Tetramethylpyrazine inhibits ATP-activated currents in rat dorsal root ganglion neurons

Tetramethylpyrazine (TMP) is one of the alkaloids contained in Ligustrazine which has been used in traditional Chinese medicine as an analgesic for injury and dysmenorrhea. ATP can elicit the sensation of pain. This study observed the effects of TMP on ATP-activated current ( I ATP) in rat DRG neurons. TMP (0.1–1 mM) concentration-dependently inhibited ATP (100 μM)-activated current in rat DRG neurons. The inhibitory time of ATP (100 μM)-activated current appeared at 15 s after preapplication of TMP and reached its peak at about 45 s. The dose–response curves for I ATP in the absence and presence of 1 mM TMP showed that TMP (1 mM) shifted the concentration–response curve of I ATP downward markedly and the two EC 50 values were very close (75 vs. 82 μM), while the threshold value remained unchanged. Therefore, the inhibitory effect of TMP on I ATP may be noncompetitive. TMP did not alter the reversal potential (0 mV) of ATP-activated current, indicating that the site of TMP action is on or near the exterior surface of channel protein and not within the channel pore.

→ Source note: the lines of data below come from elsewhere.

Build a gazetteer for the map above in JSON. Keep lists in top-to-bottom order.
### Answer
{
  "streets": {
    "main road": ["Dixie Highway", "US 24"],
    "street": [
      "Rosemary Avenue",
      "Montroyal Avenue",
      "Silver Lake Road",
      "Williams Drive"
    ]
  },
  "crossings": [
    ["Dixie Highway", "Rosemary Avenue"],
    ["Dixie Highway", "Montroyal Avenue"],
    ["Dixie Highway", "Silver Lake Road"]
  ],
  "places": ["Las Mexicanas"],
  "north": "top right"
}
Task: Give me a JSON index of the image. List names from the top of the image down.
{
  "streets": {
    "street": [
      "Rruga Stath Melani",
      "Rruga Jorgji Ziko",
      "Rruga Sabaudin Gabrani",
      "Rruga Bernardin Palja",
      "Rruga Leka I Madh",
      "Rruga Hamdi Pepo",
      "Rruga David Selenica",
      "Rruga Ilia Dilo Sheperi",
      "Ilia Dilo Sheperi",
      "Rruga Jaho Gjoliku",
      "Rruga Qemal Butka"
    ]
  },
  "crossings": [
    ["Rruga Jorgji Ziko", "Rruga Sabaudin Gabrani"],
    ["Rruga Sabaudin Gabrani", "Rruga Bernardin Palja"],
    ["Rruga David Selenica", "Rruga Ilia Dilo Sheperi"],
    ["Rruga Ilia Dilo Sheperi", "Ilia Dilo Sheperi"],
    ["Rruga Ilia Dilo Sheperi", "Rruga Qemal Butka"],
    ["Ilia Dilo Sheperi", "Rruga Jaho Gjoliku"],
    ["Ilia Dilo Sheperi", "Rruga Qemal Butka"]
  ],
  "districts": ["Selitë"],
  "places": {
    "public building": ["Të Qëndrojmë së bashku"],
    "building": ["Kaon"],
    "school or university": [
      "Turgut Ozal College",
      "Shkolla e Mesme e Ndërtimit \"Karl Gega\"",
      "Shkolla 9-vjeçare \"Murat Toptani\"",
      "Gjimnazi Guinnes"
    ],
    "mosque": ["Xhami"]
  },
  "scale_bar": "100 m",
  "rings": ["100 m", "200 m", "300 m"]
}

Externally applied TMP (1 mM) increases the inhibitory effect of chelerythrine (PKC inhibitor) contained in pipette solution on I ATP. The site of TMP action may be the binding of TMP to an allosteric site on the large extracellular region of ATP receptor–ion channel complex (P2X receptors) or PKC site of the N-terminus of P2X receptors. The mechanism of TMP action may be the allosteric regulation via acting on the large extracellular region of ATP receptor–ion channel complex (P2X receptors) and promoting the phosphorylation of PKC site of the N-terminus of P2X receptors.